Problem details |
Go to the line holding "height:26px; margin:-13px; padding:0" in the entries below and write out exactly every line down to and including the line holding "position:absolute; left:24px; top:24px;".

Exercise data |
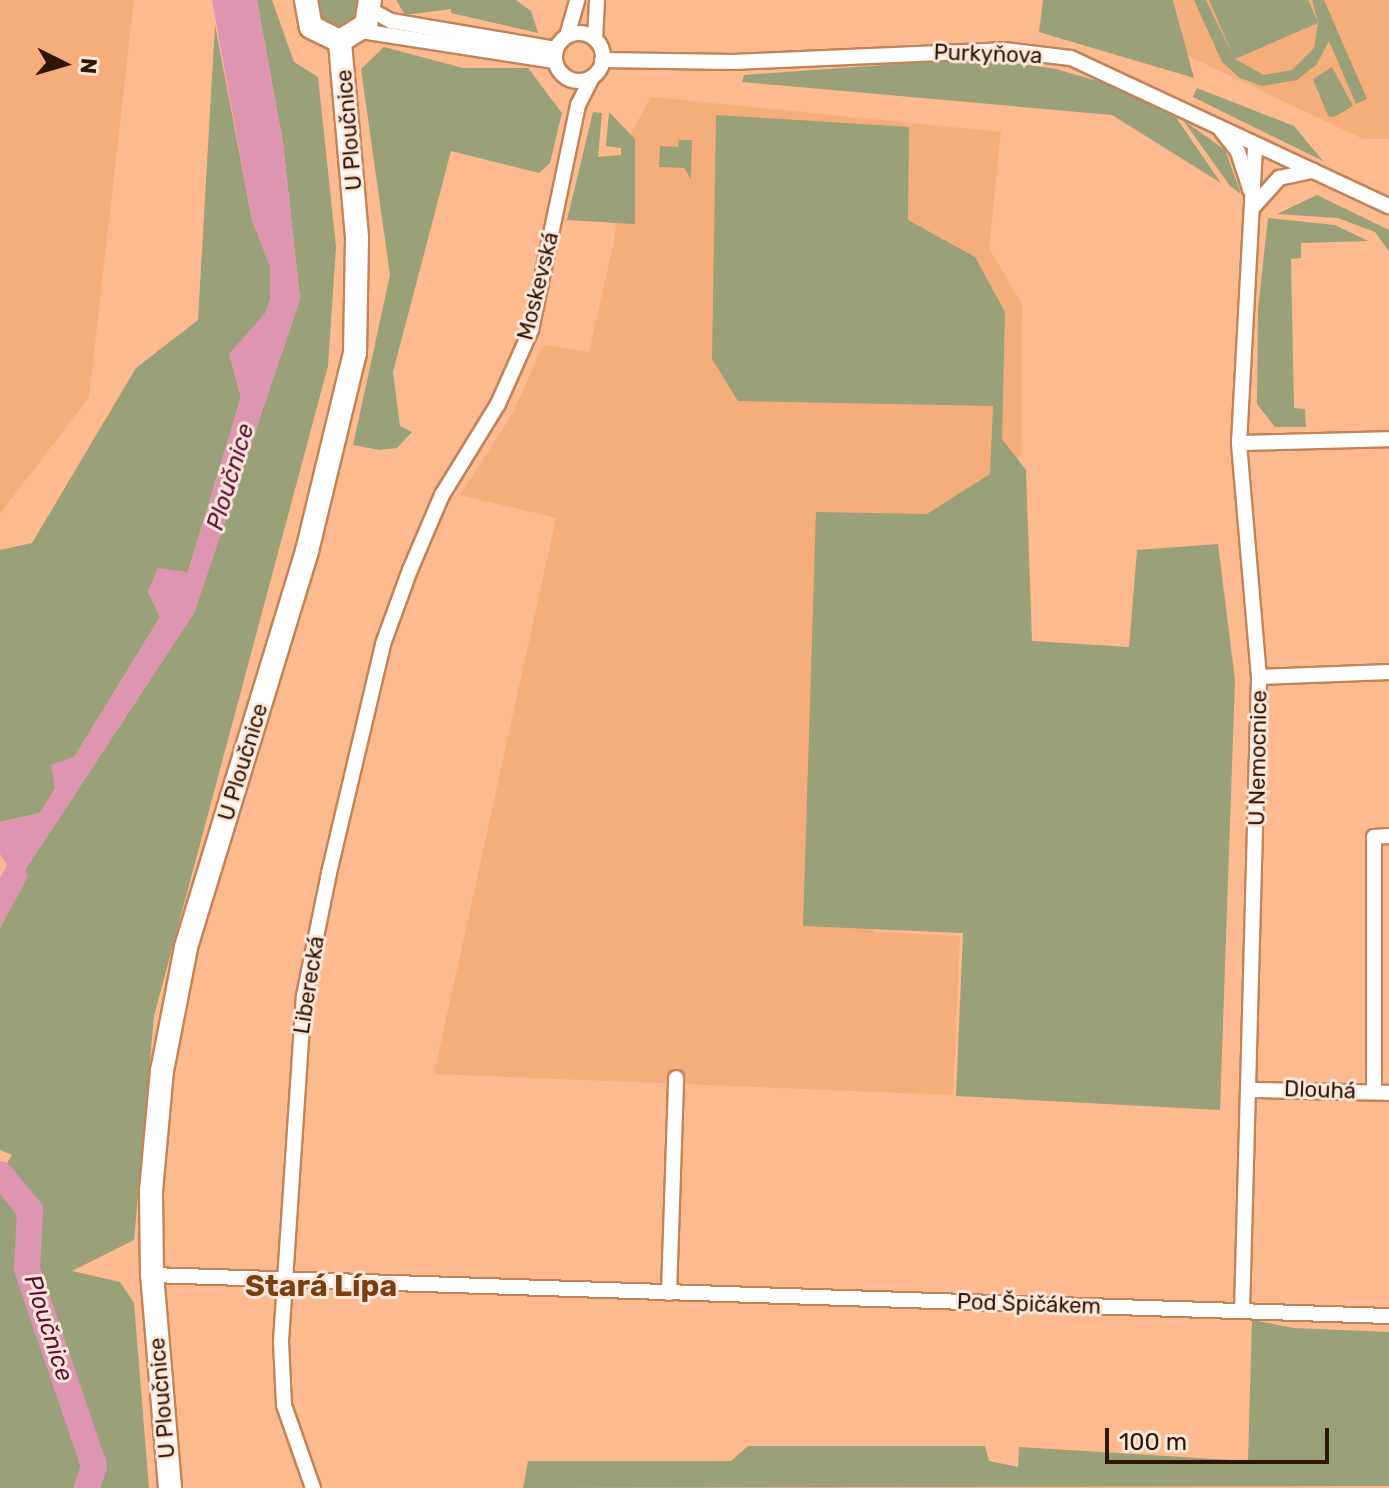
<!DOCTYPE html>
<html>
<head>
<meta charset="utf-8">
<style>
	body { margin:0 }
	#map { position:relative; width:1389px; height:1488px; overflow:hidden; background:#fdba8e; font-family:Rubik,sans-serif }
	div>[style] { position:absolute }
	.built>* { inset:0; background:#f5ad7c }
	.green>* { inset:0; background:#9aa077 }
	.water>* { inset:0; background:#dd95b1 }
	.river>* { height:26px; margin:-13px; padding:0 13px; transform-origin:13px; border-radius:13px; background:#dd95b1 }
	.roads { filter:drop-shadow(2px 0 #c18358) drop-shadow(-2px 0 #c18358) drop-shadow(0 2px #c18358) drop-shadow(0 -2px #c18358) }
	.street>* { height:14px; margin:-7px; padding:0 7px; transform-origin:7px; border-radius:7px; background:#fff }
	.street>.ring { margin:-7px; padding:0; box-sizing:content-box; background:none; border:14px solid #fff; border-radius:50% }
	.secondary>* { height:22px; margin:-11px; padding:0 11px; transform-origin:11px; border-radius:11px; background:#fff }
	span { translate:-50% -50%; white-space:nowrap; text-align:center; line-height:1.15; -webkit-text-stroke:6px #fce7da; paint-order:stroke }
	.street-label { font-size:22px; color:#2e1605 }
	.water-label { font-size:24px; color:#600938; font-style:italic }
	.district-label { font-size:30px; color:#783f12; font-weight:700 }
	.north { position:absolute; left:24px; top:24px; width:80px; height:80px; -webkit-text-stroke:6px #fce7da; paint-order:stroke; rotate:95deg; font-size:22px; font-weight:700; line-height:32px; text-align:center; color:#2e1605 }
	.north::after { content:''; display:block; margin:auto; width:28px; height:36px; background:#2e1605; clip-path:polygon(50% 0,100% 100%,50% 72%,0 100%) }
	.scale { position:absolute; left:1105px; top:1428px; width:224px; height:36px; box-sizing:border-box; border:4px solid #2e1605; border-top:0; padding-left:10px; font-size:24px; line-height:28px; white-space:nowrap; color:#2e1605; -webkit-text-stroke:6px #fce7da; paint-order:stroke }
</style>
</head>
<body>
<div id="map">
	<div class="built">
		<div style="clip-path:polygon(0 0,134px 0,89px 397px,0 514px)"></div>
		<div style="clip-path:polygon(1174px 0,1389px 0,1389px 139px,1363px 139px,1188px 56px)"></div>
		<div style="clip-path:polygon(651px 97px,1001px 132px,989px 248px,1022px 304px,1021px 453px,883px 675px,874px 932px,960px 936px,953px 1095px,434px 1074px,556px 518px,460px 495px,513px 413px,543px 345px,589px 352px,614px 241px,626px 142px)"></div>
	</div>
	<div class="green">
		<div style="clip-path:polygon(257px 0,272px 0,294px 62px,318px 77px,336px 247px,328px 366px,154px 1016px,134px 1240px,72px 1271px,120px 1282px,134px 1303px,149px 1488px,0 1488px,0 1174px,12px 1155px,0 1150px,0 928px,27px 877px,25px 870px,194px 613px,300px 299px,283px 143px)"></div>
		<div style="clip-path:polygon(316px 0,359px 0,357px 19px,335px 29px,318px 18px)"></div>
		<div style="clip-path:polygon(396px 0,516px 0,531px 11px,538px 33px,451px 13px,451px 9px,405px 15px)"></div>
		<div style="clip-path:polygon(1043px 0,1173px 0,1194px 78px,1039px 32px)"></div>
		<div style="clip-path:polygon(evenodd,1194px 0,1206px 0,1234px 58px,1209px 0,1308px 0,1318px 22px,1312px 0,1324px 0,1367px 99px,1356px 104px,1329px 41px,1317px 64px,1297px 80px,1262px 86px,1240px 78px,1222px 62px,1194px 0,1318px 23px,1314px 48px,1292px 70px,1264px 75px,1235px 59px,1318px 23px)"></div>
		<div style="clip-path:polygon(215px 25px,252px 220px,270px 266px,270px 300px,265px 314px,229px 354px,241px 397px,188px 572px,148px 591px,160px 617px,40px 813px,0 822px,0 550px,32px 543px,136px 368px,198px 320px)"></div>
		<div style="clip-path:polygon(384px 47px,463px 68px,528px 68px,562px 113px,550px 163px,539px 173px,451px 151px,393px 372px,400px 426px,412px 432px,397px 448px,379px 450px,353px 445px,390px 275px,361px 69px)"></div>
		<div style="clip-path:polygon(981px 58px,1056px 69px,1115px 86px,1173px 113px,1221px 183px,1112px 115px,742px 82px,744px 75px)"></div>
		<div style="clip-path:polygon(1332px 67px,1353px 106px,1334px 117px,1328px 116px,1313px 79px)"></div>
		<div style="clip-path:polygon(1197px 88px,1294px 126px,1323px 161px,1193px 97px)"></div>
		<div style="clip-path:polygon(593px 112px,602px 113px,598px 157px,621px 155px,621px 148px,606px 146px,609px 112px,635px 139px,635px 224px,567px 220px)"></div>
		<div style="clip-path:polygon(716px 115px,909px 127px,908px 220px,975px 257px,1005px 312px,1002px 439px,1026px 470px,1032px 641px,1129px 647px,1137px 550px,1218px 544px,1235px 680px,1220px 1110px,956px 1096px,963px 933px,803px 926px,816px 512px,927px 514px,990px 474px,993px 406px,738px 401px,712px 359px)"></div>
		<div style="clip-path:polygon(1183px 120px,1225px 150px,1241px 194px,1230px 186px)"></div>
		<div style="clip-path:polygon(679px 140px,692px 140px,691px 179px,684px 168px,659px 167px,660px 146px,678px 147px)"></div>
		<div style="clip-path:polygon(1317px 195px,1389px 230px,1389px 251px,1375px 232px,1338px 218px,1277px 214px)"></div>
		<div style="clip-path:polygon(1268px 218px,1335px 225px,1368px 241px,1301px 243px,1301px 258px,1291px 259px,1294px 408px,1305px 409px,1306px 427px,1275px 427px,1257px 404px,1258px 309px)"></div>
		<div style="clip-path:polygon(1252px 1320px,1294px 1328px,1389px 1332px,1389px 1486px,523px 1488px,528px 1461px,731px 1461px,748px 1446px,985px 1446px,989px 1461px,1018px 1467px,1019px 1447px,1248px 1461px)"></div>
	</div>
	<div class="water">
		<div style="clip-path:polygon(212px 0,257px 0,283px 143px,300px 299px,194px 613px,25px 870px,28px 877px,0 928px,0 878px,7px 865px,0 854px,0 822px,40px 813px,55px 789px,51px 765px,75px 756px,160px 617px,148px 591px,158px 568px,188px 572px,241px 397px,229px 354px,265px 314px,270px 300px,270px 266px,252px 221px)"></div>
	</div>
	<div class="river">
		<div style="left:0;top:1174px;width:47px;rotate:50.2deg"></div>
		<div style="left:30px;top:1210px;width:59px;rotate:92.9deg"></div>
		<div style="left:27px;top:1269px;width:208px;rotate:71.2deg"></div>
		<div style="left:94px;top:1466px;width:23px;rotate:108deg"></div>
	</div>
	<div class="roads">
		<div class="street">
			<div style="left:371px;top:10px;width:23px;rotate:29deg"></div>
			<div style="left:391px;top:21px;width:167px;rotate:9.6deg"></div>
			<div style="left:361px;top:31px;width:196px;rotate:8.8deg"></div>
			<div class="ring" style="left:555px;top:33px;width:34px;height:34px"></div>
			<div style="left:567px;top:36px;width:37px;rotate:-74deg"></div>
			<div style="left:595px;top:39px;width:39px;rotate:-87deg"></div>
			<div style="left:602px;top:60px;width:131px;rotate:0.9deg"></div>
			<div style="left:733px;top:62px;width:271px;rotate:-2.5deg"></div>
			<div style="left:1004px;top:50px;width:67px;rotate:6.8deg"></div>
			<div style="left:1071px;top:58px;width:351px;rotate:25deg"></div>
			<div style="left:1221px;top:130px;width:28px;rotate:52deg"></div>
			<div style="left:1238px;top:152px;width:40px;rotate:72deg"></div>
			<div style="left:1254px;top:206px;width:38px;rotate:-48deg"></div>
			<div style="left:1279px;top:178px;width:35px;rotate:-12deg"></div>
			<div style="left:1239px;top:443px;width:150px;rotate:-1.5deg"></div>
			<div style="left:1259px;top:677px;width:130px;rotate:-2.2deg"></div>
			<div style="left:1251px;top:1090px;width:138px;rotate:1.2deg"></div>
			<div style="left:1374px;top:1092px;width:255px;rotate:-90deg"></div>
			<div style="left:1374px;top:837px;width:15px;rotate:-4deg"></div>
			<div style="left:152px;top:1275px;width:1238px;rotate:1.9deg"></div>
			<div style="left:669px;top:1293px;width:215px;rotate:-88.1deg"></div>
			<div style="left:1242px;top:1311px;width:634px;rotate:-88.46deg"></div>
			<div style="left:1259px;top:677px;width:235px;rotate:-94.9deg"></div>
			<div style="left:1239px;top:443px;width:299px;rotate:-86.9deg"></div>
			<div style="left:313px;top:1488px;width:88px;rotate:-109.3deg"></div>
			<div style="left:284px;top:1405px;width:64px;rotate:-92.7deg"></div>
			<div style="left:281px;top:1341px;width:346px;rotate:-86.2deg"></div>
			<div style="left:304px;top:996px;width:126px;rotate:-78.5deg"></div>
			<div style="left:329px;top:873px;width:235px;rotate:-76.7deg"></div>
			<div style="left:383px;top:644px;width:79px;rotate:-70deg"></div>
			<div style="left:410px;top:570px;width:82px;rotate:-66.9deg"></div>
			<div style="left:442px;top:495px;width:107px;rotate:-58.4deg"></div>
			<div style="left:498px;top:404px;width:81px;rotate:-66deg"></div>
			<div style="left:531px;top:330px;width:230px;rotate:-78.2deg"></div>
			<div style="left:578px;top:105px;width:31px;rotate:-63deg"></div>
		</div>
		<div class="secondary">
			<div style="left:306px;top:0;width:27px;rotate:80deg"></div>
			<div style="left:311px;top:27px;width:32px;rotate:26deg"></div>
			<div style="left:340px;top:41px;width:31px;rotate:-32deg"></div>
			<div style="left:366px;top:25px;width:25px;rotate:-81deg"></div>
			<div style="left:170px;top:1488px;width:214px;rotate:-94.8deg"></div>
			<div style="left:152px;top:1275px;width:84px;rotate:-90.7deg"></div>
			<div style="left:151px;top:1191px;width:121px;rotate:-84.8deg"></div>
			<div style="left:162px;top:1071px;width:126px;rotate:-79deg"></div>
			<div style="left:186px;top:947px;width:414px;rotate:-73deg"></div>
			<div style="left:307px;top:551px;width:204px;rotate:-76.4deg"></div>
			<div style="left:355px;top:353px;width:116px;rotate:-89deg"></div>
			<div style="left:357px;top:237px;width:197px;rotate:-95deg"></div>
		</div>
	</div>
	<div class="street-label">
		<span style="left:988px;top:54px;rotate:2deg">Purkyňova</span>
		<span style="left:349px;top:130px;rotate:-95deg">U Ploučnice</span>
		<span style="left:538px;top:286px;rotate:-76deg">Moskevská</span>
		<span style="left:1258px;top:758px;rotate:-89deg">U Nemocnice</span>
		<span style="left:243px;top:762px;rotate:-73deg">U Ploučnice</span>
		<span style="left:309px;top:985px;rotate:-81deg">Liberecká</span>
		<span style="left:1320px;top:1090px;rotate:2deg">Dlouhá</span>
		<span style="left:1029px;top:1304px;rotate:2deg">Pod Špičákem</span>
		<span style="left:162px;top:1398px;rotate:-95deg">U Ploučnice</span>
	</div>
	<div class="water-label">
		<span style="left:231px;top:477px;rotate:-73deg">Ploučnice</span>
		<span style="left:48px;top:1328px;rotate:72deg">Ploučnice</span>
	</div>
	<div class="district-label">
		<span style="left:321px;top:1286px">Stará Lípa</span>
	</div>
	<div class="north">N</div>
	<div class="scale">100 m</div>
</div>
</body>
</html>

Response area |
	.river>* { height:26px; margin:-13px; padding:0 13px; transform-origin:13px; border-radius:13px; background:#dd95b1 }
	.roads { filter:drop-shadow(2px 0 #c18358) drop-shadow(-2px 0 #c18358) drop-shadow(0 2px #c18358) drop-shadow(0 -2px #c18358) }
	.street>* { height:14px; margin:-7px; padding:0 7px; transform-origin:7px; border-radius:7px; background:#fff }
	.street>.ring { margin:-7px; padding:0; box-sizing:content-box; background:none; border:14px solid #fff; border-radius:50% }
	.secondary>* { height:22px; margin:-11px; padding:0 11px; transform-origin:11px; border-radius:11px; background:#fff }
	span { translate:-50% -50%; white-space:nowrap; text-align:center; line-height:1.15; -webkit-text-stroke:6px #fce7da; paint-order:stroke }
	.street-label { font-size:22px; color:#2e1605 }
	.water-label { font-size:24px; color:#600938; font-style:italic }
	.district-label { font-size:30px; color:#783f12; font-weight:700 }
	.north { position:absolute; left:24px; top:24px; width:80px; height:80px; -webkit-text-stroke:6px #fce7da; paint-order:stroke; rotate:95deg; font-size:22px; font-weight:700; line-height:32px; text-align:center; color:#2e1605 }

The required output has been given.